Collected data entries
*** Block opens ***
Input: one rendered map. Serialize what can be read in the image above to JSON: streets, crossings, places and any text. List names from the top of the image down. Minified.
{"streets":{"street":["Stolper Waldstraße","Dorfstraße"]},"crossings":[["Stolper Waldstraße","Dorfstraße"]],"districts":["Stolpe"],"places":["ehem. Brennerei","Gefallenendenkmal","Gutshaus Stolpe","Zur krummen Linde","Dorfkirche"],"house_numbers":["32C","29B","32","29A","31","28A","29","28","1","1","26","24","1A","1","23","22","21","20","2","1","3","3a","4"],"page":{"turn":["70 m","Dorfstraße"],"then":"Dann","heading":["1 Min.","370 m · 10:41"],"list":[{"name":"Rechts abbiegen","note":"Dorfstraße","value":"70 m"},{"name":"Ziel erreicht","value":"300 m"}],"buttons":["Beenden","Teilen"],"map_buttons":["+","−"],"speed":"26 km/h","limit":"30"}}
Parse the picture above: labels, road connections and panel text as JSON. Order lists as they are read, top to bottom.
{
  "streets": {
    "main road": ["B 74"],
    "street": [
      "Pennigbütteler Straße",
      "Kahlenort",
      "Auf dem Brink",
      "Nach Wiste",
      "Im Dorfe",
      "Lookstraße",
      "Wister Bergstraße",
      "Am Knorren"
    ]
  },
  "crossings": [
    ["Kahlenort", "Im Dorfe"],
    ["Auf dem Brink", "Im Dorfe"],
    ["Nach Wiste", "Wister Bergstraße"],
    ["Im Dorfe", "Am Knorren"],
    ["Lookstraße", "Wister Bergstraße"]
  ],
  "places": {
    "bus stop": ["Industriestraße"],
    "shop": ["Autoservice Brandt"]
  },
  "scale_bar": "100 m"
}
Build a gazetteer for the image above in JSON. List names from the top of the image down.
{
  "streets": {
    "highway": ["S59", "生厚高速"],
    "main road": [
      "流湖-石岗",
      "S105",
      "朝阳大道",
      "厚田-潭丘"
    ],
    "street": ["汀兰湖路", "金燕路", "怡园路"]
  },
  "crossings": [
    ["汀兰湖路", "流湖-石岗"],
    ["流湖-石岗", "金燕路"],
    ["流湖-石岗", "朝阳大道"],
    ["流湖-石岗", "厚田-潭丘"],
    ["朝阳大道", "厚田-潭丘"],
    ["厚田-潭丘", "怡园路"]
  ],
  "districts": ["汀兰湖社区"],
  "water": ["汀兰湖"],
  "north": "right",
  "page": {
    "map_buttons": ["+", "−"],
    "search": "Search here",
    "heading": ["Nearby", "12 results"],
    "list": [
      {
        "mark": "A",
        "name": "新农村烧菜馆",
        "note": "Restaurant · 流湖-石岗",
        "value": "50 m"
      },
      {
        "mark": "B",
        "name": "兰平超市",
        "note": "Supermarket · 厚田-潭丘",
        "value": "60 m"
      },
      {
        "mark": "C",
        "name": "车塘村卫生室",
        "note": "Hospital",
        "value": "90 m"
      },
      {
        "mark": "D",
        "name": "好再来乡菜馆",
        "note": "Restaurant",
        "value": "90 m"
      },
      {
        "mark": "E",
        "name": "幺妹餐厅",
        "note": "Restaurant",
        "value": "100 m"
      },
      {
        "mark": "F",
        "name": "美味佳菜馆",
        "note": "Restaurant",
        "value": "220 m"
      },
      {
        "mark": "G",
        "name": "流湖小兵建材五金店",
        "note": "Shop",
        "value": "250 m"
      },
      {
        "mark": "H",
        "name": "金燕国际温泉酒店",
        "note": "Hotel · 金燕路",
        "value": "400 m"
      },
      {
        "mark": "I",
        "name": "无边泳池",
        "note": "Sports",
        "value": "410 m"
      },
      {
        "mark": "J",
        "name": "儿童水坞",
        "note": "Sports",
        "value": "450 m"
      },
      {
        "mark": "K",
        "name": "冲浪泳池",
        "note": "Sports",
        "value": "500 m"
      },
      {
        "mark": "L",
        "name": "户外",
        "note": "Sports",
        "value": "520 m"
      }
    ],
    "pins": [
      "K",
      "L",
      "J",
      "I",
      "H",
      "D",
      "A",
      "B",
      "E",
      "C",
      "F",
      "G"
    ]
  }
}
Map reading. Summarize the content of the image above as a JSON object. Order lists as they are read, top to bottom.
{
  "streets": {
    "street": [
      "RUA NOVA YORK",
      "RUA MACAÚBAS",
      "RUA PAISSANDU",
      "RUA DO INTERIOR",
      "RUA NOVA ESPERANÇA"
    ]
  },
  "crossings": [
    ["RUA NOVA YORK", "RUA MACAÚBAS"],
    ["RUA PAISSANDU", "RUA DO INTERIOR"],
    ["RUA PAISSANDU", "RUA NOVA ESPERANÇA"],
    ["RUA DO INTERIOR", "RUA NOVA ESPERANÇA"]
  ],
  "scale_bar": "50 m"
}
*** Block closes ***
INSTRUCTIONS FOR THE TASK
Please return a copy of each line in the entries that has the string "Bergstraße".

TASK OUTPUT
      "Wister Bergstraße",
    ["Nach Wiste", "Wister Bergstraße"],
    ["Lookstraße", "Wister Bergstraße"]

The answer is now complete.